* Task brief *
The answer must be a single number: the count of lines below that contain the string "SONATA".

* Data to process *
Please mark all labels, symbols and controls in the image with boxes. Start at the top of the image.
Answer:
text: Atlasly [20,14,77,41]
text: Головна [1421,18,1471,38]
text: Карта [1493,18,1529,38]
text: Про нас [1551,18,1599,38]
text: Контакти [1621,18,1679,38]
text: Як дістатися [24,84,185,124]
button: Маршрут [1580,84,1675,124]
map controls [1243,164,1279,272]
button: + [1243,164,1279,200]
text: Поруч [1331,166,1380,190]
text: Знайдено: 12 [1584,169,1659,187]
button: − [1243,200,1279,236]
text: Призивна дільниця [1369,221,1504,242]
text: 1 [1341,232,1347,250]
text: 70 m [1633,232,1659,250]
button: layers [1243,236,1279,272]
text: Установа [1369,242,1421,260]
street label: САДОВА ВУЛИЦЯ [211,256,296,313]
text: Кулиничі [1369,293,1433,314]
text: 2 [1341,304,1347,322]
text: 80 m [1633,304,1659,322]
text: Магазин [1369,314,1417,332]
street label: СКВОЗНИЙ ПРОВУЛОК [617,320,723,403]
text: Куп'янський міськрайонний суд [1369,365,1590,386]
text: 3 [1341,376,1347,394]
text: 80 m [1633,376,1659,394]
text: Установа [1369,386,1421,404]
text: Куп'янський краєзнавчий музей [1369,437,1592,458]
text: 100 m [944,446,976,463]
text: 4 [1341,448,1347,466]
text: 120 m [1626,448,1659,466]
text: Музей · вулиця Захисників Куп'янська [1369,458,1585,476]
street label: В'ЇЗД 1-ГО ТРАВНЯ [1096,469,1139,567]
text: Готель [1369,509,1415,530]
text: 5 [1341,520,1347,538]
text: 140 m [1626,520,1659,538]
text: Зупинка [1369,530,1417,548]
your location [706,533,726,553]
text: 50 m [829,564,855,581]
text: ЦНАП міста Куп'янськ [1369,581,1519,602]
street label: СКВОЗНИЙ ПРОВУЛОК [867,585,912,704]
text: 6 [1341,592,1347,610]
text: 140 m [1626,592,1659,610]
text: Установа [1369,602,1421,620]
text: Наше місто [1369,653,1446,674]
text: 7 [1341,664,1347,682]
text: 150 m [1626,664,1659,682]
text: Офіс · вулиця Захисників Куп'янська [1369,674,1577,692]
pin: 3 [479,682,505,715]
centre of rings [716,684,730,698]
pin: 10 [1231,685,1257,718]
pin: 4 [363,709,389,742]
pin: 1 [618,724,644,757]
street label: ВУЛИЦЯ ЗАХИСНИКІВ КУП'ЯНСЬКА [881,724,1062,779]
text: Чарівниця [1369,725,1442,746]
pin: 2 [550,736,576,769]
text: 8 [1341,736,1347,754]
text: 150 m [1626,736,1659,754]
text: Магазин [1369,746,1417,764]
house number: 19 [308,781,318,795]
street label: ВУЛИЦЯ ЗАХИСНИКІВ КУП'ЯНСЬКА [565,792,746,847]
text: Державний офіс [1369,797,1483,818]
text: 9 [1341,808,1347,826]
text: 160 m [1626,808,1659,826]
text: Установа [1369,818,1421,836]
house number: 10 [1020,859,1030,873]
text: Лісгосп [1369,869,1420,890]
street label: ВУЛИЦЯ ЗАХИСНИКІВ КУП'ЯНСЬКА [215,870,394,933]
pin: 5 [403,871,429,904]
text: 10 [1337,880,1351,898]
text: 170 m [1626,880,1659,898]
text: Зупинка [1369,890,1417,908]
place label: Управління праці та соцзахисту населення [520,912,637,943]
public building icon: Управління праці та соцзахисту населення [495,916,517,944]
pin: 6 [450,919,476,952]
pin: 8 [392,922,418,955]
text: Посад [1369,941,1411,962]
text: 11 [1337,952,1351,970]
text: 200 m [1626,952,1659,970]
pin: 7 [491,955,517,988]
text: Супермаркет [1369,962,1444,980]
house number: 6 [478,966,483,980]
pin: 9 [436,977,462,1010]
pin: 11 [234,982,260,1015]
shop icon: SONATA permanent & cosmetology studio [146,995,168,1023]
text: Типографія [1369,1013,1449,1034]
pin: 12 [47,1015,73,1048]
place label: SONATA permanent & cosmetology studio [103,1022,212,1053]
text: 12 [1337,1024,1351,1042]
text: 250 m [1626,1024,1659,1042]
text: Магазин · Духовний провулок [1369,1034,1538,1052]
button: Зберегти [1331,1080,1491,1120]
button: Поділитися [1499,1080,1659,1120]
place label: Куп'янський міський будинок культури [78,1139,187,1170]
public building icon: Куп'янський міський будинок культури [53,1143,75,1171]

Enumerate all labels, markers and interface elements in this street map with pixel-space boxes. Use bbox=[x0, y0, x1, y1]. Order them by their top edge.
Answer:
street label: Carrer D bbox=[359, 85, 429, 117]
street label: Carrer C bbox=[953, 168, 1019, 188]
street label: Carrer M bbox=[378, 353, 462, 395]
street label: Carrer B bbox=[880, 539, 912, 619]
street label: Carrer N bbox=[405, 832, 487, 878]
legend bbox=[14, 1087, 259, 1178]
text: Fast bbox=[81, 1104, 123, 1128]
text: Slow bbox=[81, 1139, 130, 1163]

* Response for this exercise *
2